Luke Makris, 30 The fur­ni­ture maker, The De­sign Stoop, in­sta­gram.com/stoops.ibd

Prov­ing qual­i­fi­ca­tions aren’t al­ways ev­ery­thing, Luke Makris started mak­ing fur­ni­ture at his fam­ily’s busi­ness dur­ing his early teens.

“My dad fell into mak­ing lounges in the ’80s, but he started mak­ing bean bags and wooden toys,” he says. “I started work­ing there when I was about 15, it was just a job un­til I was about 20 and then my mind flipped over once I dis­cov­ered the his­tory of fur­ni­ture mak­ing and good de­sign.”

In­spired by the likes of Ser­gio Rodrigues, Milo Baugh­man, Hans Weg­ner and the Feather­stons to name a few, Luke’s style has a strong mid-cen­tury modern feel. “It’s based off who I like.
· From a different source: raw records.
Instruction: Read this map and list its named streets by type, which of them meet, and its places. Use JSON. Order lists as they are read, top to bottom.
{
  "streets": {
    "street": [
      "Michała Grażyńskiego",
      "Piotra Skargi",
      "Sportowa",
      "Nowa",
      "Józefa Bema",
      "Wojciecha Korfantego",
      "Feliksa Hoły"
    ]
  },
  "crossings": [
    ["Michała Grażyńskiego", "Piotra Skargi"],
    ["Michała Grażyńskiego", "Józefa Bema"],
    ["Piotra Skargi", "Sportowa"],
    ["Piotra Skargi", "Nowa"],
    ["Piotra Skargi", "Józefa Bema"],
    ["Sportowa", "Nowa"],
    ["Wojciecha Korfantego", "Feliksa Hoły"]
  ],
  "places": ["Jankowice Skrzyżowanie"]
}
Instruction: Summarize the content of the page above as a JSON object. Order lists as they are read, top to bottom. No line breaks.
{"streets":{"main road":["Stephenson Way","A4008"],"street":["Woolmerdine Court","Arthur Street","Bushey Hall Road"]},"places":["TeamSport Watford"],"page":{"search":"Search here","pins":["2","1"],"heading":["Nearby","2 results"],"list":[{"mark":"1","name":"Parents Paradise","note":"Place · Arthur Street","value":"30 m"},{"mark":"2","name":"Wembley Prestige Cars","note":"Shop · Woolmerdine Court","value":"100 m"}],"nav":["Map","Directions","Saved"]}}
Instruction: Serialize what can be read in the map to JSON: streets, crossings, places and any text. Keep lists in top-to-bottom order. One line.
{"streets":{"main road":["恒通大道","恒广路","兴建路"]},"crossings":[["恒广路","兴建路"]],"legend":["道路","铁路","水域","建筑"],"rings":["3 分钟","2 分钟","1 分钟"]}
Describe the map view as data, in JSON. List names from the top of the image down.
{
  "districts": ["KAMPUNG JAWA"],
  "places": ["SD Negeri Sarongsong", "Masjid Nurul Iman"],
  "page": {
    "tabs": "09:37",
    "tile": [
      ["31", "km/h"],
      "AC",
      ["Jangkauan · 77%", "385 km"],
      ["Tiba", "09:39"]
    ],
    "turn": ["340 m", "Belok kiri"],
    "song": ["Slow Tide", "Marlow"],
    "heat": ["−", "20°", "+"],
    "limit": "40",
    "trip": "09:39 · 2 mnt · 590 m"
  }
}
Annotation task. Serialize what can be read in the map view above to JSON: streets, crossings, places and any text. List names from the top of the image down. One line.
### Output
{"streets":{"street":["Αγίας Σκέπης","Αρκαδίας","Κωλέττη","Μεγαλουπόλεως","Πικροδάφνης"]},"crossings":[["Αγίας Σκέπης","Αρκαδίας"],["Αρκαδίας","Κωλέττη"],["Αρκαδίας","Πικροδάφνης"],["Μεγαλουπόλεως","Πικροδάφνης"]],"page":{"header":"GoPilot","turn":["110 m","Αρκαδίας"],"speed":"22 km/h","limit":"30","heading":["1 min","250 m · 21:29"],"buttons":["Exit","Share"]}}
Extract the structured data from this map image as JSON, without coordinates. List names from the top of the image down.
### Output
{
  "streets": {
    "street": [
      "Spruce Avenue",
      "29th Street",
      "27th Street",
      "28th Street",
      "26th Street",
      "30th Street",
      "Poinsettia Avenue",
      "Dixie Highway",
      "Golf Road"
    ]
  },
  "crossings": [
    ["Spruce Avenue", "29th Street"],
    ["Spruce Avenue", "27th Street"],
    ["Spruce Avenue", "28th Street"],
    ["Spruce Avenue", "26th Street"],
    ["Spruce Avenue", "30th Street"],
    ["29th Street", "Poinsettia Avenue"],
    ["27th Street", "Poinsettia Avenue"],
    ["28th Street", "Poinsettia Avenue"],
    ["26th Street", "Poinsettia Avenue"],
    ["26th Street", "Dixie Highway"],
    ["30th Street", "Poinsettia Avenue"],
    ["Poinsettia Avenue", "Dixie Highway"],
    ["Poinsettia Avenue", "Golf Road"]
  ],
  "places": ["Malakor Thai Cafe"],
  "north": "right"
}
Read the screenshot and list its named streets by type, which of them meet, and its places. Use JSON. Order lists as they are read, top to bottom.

I try and rein­vent them, but for the first time now I’m mak­ing cer­tain things that aren’t based on any­one else’s work, which is the most im­por­tant part in my de­vel­op­ment,” he says. “I have a few things I’m mak­ing, like this ham­mock I’m de­vel­op­ing, where I’m search­ing the in­ter­net deep for some­thing sim­i­lar and it’s just not there.”

Com­ing from a fam­ily of cre­atives, the 30-year-old hopes Ade­laide can grow its smallscale stu­dios and fur­ni­ture-mak­ing busi­nesses.

“There used to be so many lit­tle fac­to­ries in Ade­laide that made all kinds of fur­ni­ture; now they’re all gone,” he says.“I can’t see my­self run­ning a busi­ness em­ploy­ing 20 guys, but I can see my­self with three guys do­ing good stuff and be­ing sold out for a year.”

Alex Conci, 25 The wood­worker, Lupo Fur­ni­ture in­sta­gram.com/lupo­fur­ni­ture

Fol­low­ing in the foot­steps of a renowned fam­ily fur­ni­ture busi­ness can be daunt­ing, but Alexan­der Conci has taken it well into his stride.

“I used to be a house car­pen­ter and hated that, so I went to TAFE and stud­ied fur­ni­ture de­sign,” he says.

“I ended up work­ing for Gareth Brown and then started my­self up at Conci Fur­ni­ture and my own busi­ness.”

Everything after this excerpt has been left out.